In [1]:
import numpy as np
import random

class MovieRecommenderKArmBandit:
    def __init__(self, num_movies, epsilon=0.1):
        self.num_movies = num_movies  # Total number of movies (arms)
        self.epsilon = epsilon        # Exploration rate
        self.movie_rewards = np.zeros(num_movies)  # Sum of rewards per movie
        self.movie_counts = np.zeros(num_movies)   # Count of selections per movie

    def recommend_movie(self):
        # Epsilon-greedy strategy
        if random.random() < self.epsilon:
            # Explore: Select a random movie
            movie_id = random.randint(0, self.num_movies - 1)
        else:
            # Exploit: Select movie with highest average reward
            average_rewards = self.movie_rewards / (self.movie_counts + 1e-5)  # Avoid division by zero
            movie_id = np.argmax(average_rewards)
        return movie_id

    def update_feedback(self, movie_id, reward):
        # Update reward sum and count for the selected movie
        self.movie_rewards[movie_id] += reward
        self.movie_counts[movie_id] += 1

    def print_recommendation_stats(self):
        # Print average reward for each movie
        average_rewards = self.movie_rewards / (self.movie_counts + 1e-5)
        for i in range(self.num_movies):
            print(f"Movie {i}: Average Reward = {average_rewards[i]:.2f}, Counts = {int(self.movie_counts[i])}")

# Simulate a recommendation environment
def simulate_movie_recommendation(recommender, num_rounds=1000):
    # Define a true probability of engagement for each movie (ground truth for the simulation)
    true_engagement_rates = np.random.rand(recommender.num_movies)
    print("True Engagement Rates for Movies:", true_engagement_rates)

    for _ in range(num_rounds):
        recommended_movie = recommender.recommend_movie()
        
        # Simulate user feedback based on true engagement rates
        reward = 1 if random.random() < true_engagement_rates[recommended_movie] else 0
        
        # Update the bandit with the observed reward
        recommender.update_feedback(recommended_movie, reward)

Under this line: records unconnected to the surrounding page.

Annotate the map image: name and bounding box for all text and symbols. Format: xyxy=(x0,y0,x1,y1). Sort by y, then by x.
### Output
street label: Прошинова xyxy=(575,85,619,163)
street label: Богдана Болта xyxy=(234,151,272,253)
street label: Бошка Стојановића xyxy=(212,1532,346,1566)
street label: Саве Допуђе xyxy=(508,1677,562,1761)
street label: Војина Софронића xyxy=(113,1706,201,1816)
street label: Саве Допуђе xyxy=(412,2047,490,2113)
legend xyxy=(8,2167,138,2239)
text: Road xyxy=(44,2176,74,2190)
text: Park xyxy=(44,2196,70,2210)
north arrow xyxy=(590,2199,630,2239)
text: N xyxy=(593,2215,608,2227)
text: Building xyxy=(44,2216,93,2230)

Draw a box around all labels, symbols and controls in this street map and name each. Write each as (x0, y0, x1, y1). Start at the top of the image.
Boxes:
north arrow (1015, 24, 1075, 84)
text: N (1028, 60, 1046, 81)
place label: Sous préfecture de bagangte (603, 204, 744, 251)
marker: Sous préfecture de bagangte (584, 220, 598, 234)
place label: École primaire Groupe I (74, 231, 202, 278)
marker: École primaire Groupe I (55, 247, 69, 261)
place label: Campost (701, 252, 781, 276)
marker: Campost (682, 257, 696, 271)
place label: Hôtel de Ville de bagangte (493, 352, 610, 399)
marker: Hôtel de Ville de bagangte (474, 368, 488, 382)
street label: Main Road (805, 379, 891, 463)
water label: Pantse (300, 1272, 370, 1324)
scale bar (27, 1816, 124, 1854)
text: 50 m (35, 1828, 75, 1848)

# Define the number of movies
num_movies = 10  

# Initialize the recommender system
recommender = MovieRecommenderKArmBandit(num_movies, epsilon=0.1)

# Run the simulation
simulate_movie_recommendation(recommender, num_rounds=1000)

# Print recommendation stats
print("\nRecommendation Statistics:")
recommender.print_recommendation_stats()


True Engagement Rates for Movies: [0.84158406 0.42403806 0.59145165 0.19289109 0.19929931 0.38544966
 0.06423425 0.29916287 0.90534737 0.28666259]

Recommendation Statistics:
Movie 0: Average Reward = 0.87, Counts = 158
Movie 1: Average Reward = 0.43, Counts = 7
Movie 2: Average Reward = 0.46, Counts = 13
Movie 3: Average Reward = 0.08, Counts = 12
Movie 4: Average Reward = 0.10, Counts = 10
Movie 5: Average Reward = 0.50, Counts = 8
Movie 6: Average Reward = 0.50, Counts = 4
Movie 7: Average Reward = 0.40, Counts = 5
Movie 8: Average Reward = 0.91, Counts = 772
Movie 9: Average Reward = 0.18, Counts = 11